And suddenly, we've extended the power of composition to things that the traditional (.) operation doesn't work on. This is a source of new abstraction power. Kleisli categories work with more types than just Maybe. They work with every type that can assemble a proper category, obeying the category laws.
Left identity: id . f = f
Right identity: f . id = f
Associativity: f . (g . h) = (f . g) . h
As long as you can prove that your type obeys those three laws, you can turn it into a Kleisli category. And what's the big deal about that? Well, it turns out that monads are exactly the same thing as Kleisli categories. Monad's return is the same as Kleisli id. Monad's (>>=) isn't identical to Kleisli (.), but it turns out to be very easy to write each in terms of the other. And the category laws are the same as the monad laws, when you translate them across the difference between (>>=) and (.).
So why go through all this bother? Why have a Monad abstraction in the language? As I alluded to above, it enables code reuse. It even enables code reuse along two different dimensions.

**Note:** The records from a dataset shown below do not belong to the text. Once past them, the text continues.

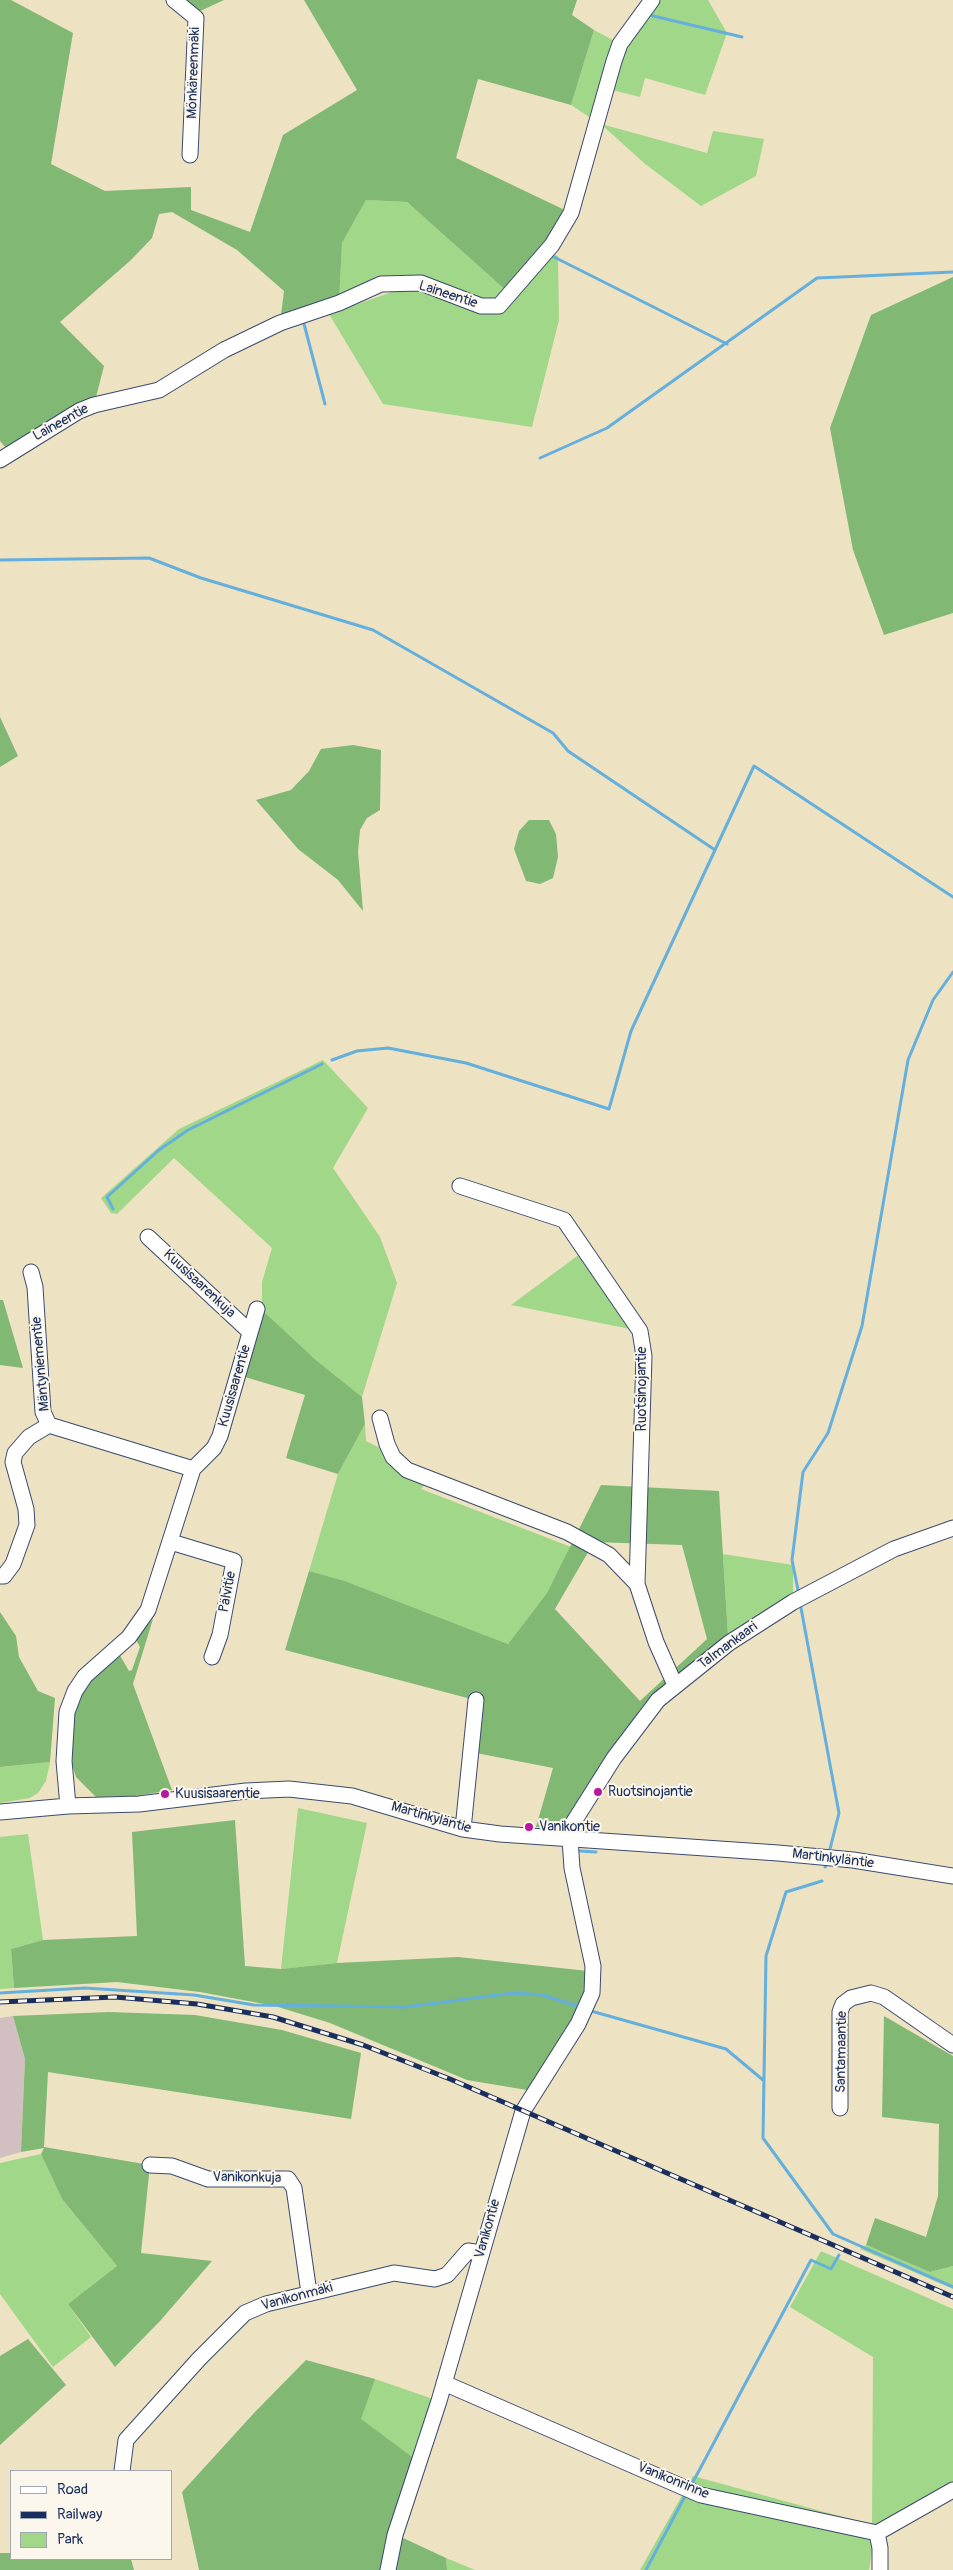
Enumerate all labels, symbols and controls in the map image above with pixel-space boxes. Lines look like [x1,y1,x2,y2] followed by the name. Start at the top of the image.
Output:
[184,27,204,119] street label: Mönkäreenmäki
[416,278,480,312] street label: Laineentie
[30,401,92,445] street label: Laineentie
[159,1246,239,1322] street label: Kuusisaarenkuja
[28,1316,54,1412] street label: Mäntyniementie
[215,1343,255,1429] street label: Kuusisaarentie
[634,1347,650,1431] street label: Ruotsinojantie
[216,1570,240,1614] street label: Pälvitie
[695,1619,761,1673] street label: Talmankaari
[608,1784,693,1800] place label: Ruotsinojantie
[175,1786,260,1802] place label: Kuusisaarentie
[592,1786,604,1798] marker: Ruotsinojantie
[159,1788,171,1800] marker: Kuusisaarentie
[389,1799,473,1837] street label: Martinkyläntie
[539,1819,600,1835] place label: Vanikontie
[523,1821,535,1833] marker: Vanikontie
[791,1846,875,1872] street label: Martinkyläntie
[833,2011,851,2093] street label: Santamaantie
[213,2169,281,2187] street label: Vanikonkuja
[472,2197,504,2261] street label: Vanikontie
[259,2279,335,2315] street label: Vanikonmäki
[635,2459,711,2503] street label: Vanikonrinne
[10,2470,172,2560] legend
[57,2480,88,2499] text: Road
[57,2505,102,2524] text: Railway
[57,2530,83,2549] text: Park

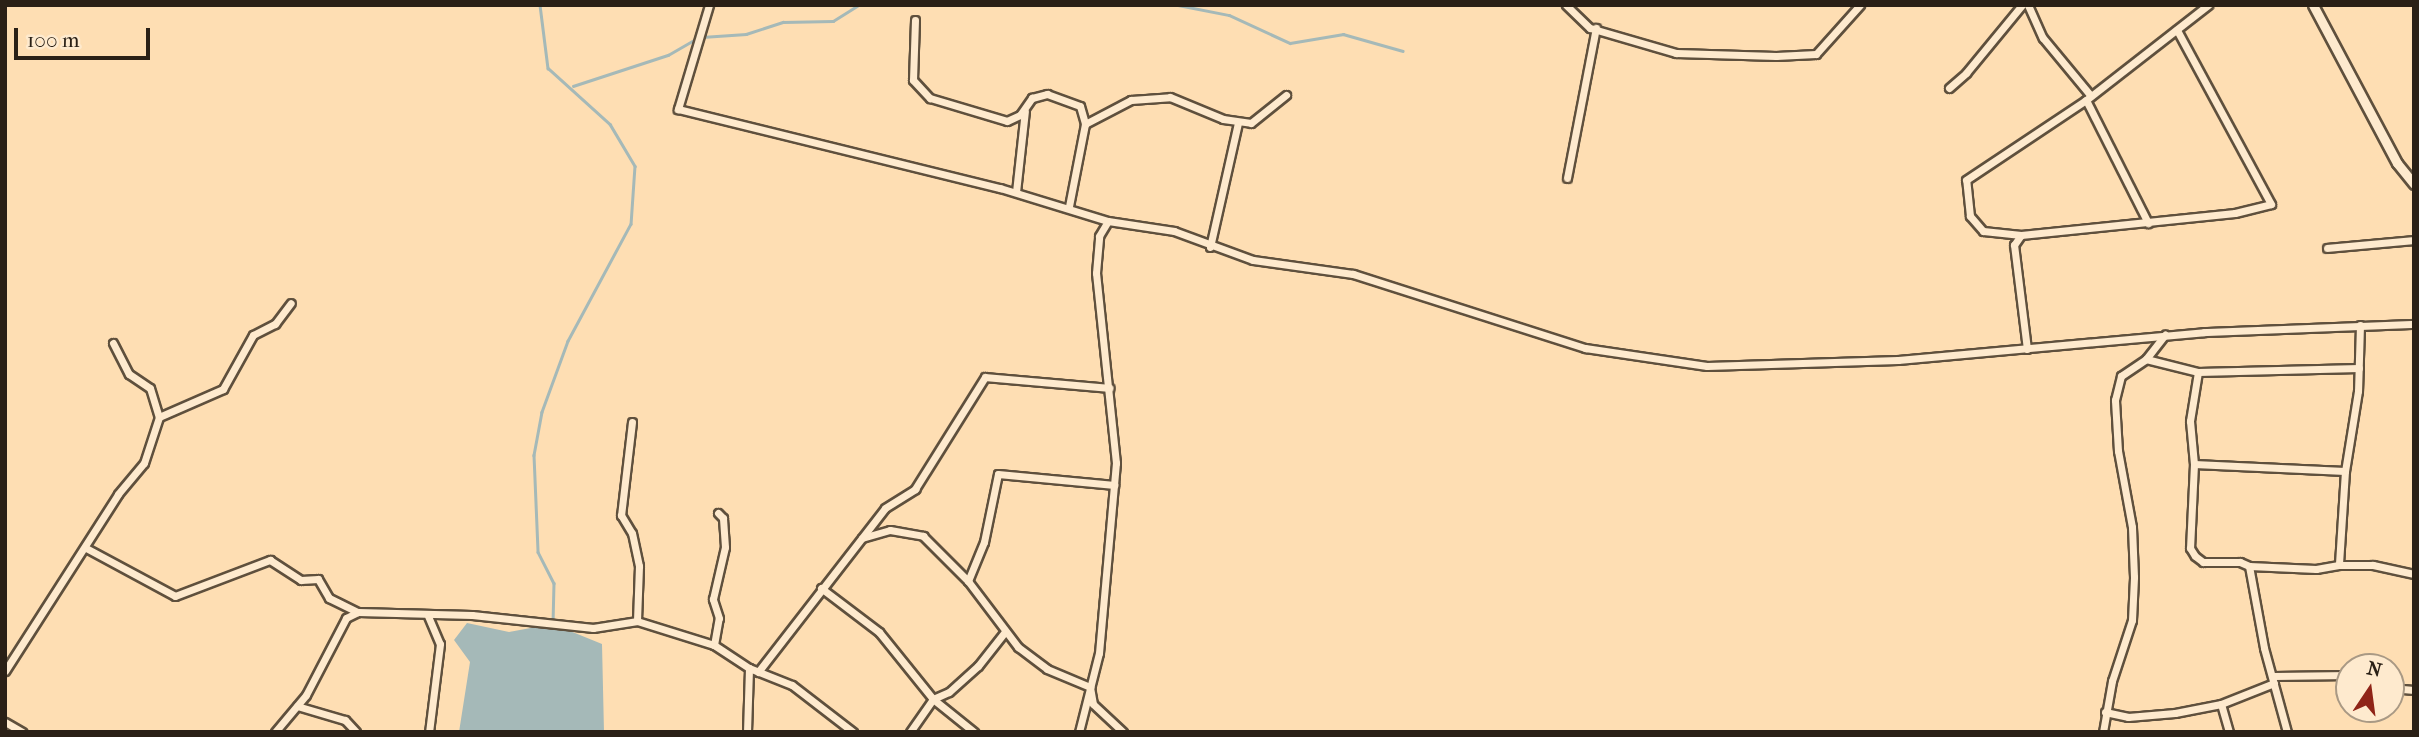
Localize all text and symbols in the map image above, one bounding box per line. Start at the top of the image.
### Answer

The first dimension of code reuse comes directly from the presence of the abstraction. You can write code that works across all instances of the abstraction. There's the entire monad-loops package consisting of loops that work with any instance of Monad.
The second dimension is indirect, but it follows from the existence of composition. When composition is easy, it's natural to write code in small, reusable chunks. This is the same way having the (.) operator for functions encourages writing small, reusable functions.
So why does the abstraction exist? Because it's proven to be a tool that enables more composition in code, resulting in creating reusable code and encouraging the creation of more reusable code. Code reuse is one of the holy grails of programming. The monad abstraction exists because it moves us a little bit towards that holy grail.

Benjamin Pierce said in TAPL
A type system can be regarded as calculating a kind of static
approximation to the run-time behaviours of the terms in a program.
That's why a language equipped with a powerful type system is strictly more expressive, than a poorly typed language. You can think about monads in the same way.
As #Carl and sigfpe point, you can equip a datatype with all operations you want without resorting to monads, typeclasses or whatever other abstract stuff. However monads allow you not only to write reusable code, but also to abstract away all redundant detailes.
As an example, let's say we want to filter a list. The simplest way is to use the filter function: filter (> 3) [1..10], which equals [4,5,6,7,8,9,10].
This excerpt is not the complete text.